Well-specified recommendations have yet to be established on how electrocardiogram (ECG) interval measurement should be performed by digital on-screen caliper systems to assess drug-induced effect on cardiac repolarization in pharmaceutical clinical trials with adequate precision and reproducibility. Since 1997, the industry has followed the European Committee for Proprietary Medicinal Products Points to Consider by using fully manual measurement of 3 consecutive sinus rhythm PQRST complexes in 1 lead only (typically limb lead II). More recently, semiautomatic measurement performed on representative (median) beats and based on the global leads has been considered. The International Conference on Harmonization E14 guidance (June 2005) advocates development of quality standards for centralized ECG interval measurement and allows all methods "whether or not assisted by computer" but includes no recommendations on how to perform the measurement. We provide an overview of the currently available methods for digital ECG interval measurement and the implications of between-method differences on quality of ECG interval measurements. We applied 4 methods most commonly used to assess QT prolongation (applied on 3 raw beats in limb lead II or by global measurement on 1 or 12 superimposed representative beats).
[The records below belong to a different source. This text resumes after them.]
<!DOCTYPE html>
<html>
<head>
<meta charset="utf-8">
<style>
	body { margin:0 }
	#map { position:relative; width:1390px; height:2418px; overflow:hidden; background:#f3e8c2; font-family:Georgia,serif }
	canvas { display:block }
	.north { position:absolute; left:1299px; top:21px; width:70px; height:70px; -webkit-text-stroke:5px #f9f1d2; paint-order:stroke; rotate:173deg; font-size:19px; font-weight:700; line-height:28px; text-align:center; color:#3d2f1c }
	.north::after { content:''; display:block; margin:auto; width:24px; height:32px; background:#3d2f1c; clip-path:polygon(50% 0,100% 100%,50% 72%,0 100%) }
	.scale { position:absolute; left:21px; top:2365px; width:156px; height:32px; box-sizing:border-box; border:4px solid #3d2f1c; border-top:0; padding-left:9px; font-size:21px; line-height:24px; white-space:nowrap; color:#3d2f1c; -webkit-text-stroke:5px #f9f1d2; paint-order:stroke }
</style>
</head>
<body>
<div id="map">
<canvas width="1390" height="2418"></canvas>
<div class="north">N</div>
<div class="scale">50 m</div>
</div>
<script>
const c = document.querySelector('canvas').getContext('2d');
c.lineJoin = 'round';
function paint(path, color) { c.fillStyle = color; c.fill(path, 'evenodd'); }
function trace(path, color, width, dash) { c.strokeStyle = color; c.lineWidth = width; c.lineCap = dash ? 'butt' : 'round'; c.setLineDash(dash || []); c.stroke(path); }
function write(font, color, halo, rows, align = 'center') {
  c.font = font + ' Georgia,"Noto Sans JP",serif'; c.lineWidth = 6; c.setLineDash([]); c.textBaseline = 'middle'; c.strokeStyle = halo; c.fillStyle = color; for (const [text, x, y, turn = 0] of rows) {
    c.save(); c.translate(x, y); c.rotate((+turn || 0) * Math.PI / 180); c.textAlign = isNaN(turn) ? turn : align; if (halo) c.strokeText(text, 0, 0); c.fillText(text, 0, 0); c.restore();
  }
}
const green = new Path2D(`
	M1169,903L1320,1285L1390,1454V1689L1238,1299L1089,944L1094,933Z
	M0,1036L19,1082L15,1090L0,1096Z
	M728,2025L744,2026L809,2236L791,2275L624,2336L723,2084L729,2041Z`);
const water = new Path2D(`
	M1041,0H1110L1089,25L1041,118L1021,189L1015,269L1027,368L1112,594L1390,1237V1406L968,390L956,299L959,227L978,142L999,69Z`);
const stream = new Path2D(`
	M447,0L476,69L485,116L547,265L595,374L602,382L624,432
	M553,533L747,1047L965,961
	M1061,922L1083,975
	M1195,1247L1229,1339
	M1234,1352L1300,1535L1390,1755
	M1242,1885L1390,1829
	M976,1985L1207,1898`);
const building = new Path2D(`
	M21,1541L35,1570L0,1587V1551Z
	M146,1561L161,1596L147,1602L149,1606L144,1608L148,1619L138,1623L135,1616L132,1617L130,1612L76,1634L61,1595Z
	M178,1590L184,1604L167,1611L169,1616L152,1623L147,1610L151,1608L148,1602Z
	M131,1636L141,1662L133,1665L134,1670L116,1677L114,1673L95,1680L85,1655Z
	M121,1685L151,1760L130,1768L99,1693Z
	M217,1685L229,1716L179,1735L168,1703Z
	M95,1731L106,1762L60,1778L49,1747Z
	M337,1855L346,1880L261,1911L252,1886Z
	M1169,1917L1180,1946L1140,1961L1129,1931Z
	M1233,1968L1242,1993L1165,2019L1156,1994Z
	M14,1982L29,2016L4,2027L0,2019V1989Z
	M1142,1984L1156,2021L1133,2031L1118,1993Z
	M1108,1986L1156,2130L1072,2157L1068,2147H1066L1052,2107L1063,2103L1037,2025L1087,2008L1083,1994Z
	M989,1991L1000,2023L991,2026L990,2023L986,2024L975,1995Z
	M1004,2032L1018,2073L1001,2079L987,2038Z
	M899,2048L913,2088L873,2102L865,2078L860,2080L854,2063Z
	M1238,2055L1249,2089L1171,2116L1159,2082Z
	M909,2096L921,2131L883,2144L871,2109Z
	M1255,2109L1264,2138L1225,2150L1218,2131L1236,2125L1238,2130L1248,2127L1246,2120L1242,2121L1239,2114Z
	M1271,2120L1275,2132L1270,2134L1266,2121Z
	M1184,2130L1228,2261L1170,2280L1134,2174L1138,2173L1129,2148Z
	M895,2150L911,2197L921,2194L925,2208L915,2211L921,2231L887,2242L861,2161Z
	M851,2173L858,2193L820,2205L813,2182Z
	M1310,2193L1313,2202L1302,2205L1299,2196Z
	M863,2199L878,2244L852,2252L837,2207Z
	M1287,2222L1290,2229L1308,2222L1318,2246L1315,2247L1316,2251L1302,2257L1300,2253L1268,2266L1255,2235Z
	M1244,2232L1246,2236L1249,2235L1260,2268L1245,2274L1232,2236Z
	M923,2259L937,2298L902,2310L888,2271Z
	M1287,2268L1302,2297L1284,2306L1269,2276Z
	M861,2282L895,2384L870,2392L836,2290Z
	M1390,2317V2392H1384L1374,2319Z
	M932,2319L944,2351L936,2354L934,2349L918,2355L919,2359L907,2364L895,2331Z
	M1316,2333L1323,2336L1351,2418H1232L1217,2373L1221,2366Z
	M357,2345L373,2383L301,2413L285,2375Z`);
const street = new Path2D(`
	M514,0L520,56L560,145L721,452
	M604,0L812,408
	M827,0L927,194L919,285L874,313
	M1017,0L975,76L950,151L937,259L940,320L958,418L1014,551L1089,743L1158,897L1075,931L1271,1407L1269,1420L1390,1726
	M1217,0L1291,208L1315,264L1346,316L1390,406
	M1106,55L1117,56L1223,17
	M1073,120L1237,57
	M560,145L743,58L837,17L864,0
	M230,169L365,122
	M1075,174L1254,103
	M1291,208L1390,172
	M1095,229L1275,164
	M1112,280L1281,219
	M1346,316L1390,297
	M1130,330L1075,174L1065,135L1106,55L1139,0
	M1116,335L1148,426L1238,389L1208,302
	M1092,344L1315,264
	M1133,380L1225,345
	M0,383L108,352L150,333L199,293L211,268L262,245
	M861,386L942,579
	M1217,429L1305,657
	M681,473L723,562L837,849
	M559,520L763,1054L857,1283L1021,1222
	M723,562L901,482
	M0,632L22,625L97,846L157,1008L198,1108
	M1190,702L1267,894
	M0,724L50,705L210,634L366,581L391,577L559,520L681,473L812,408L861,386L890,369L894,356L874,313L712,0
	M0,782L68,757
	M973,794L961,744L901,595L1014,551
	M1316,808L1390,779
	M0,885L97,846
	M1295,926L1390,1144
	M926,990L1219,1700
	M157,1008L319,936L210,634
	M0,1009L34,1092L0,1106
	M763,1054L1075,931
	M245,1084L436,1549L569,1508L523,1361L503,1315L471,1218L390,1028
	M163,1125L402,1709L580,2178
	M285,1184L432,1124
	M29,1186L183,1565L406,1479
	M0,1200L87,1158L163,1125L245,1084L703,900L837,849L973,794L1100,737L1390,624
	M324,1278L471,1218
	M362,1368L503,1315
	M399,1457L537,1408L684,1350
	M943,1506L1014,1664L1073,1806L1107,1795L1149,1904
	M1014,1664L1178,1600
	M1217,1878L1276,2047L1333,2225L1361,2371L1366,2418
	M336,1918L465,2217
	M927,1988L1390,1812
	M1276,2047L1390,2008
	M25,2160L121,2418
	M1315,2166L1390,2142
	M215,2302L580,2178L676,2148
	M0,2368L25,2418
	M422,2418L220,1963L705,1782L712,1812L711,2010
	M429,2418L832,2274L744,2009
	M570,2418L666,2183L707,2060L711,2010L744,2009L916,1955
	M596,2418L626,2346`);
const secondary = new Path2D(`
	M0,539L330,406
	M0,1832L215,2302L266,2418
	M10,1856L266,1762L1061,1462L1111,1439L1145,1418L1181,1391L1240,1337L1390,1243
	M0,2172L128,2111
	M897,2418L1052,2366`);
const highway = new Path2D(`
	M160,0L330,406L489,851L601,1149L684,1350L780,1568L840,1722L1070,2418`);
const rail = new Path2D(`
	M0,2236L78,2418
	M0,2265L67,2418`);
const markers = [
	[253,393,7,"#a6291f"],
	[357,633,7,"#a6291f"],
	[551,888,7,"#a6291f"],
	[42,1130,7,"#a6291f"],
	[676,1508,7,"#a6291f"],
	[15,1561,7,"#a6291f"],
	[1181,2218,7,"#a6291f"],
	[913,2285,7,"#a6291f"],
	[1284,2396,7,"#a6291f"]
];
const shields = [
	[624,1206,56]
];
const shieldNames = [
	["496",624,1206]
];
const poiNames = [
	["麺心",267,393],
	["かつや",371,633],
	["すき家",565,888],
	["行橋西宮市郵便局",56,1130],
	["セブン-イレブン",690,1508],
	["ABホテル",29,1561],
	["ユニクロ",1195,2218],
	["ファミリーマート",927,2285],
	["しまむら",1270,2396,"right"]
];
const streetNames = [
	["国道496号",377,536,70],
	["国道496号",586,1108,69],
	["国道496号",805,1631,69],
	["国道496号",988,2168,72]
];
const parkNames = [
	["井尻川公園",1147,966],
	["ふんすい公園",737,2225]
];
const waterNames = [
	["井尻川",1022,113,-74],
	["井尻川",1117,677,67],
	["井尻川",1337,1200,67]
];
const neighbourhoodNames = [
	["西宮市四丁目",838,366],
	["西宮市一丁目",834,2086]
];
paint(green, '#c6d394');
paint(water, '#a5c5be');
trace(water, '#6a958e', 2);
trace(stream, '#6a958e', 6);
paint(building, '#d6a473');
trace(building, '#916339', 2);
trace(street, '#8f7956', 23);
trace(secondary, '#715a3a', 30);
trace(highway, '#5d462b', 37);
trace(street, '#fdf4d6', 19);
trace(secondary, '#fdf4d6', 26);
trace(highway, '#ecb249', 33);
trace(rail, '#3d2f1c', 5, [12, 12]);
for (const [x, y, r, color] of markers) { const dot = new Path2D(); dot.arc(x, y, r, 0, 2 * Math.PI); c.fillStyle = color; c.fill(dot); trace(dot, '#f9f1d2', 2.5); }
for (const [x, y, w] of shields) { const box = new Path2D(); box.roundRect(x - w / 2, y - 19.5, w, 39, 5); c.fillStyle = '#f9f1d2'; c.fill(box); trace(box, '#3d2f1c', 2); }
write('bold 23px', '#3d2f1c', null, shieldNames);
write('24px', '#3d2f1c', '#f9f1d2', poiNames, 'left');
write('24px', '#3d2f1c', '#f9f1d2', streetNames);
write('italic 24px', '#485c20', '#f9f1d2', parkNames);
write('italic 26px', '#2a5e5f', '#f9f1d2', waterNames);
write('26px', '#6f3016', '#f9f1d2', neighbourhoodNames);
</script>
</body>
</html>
QT, QTc Fridericia, and RR interval durations were measured on resting 12-lead digital ECGs obtained in 26 healthy volunteers predose and at 1, 2, and 3 hours after dosing with a single 160 mg oral dose of sotalol. Absolute interval durations and changes from baseline were compared between the 4 measurement methods. A better understanding of the implications from different measurement methodologies will facilitate more informed choice of the appropriate method for ECG interval measurement on clinical trials.

译文

:关于如何通过数字屏幕卡尺系统执行心电图(ECG)间隔测量,以在足够的精度和可重复性下评估药物诱导的临床极化试验中药物对心脏复极的影响,尚无明确的建议。自1997年以来,该行业一直遵循欧洲专用药品委员会的考虑要点,仅使用1条铅(通常为四肢铅II)对3个连续的窦性心律PQRST复合物进行完全手动测量。最近,已经考虑了对具有代表性的(中位)拍子并基于总体线索进行半自动测量。国际协调会议E14指南(2005年6月)主张开发用于集中式ECG间隔测量的质量标准,并允许“无论是否由计算机辅助”的所有方法,但不包括有关如何执行测量的建议。我们概述了当前可用的数字ECG间隔测量方法,以及方法间差异对ECG间隔测量质量的影响。我们应用了最常用于评估QT延长的4种方法(应用于肢体导联II的3个原始搏动,或对1或12个叠加的代表性搏动进行整体测量)。 QT,QTc Fridericia和RR间隔持续时间是在服用26例健康志愿者的静息12导联数字心电图上测得的,分别是在口服160 mg口服他他洛尔给药后,1、2和3小时。比较了四种测量方法之间的绝对间隔持续时间和相对于基线的变化。更好地了解不同测量方法的含义将有助于在临床试验中更明智地选择合适的ECG间隔测量方法。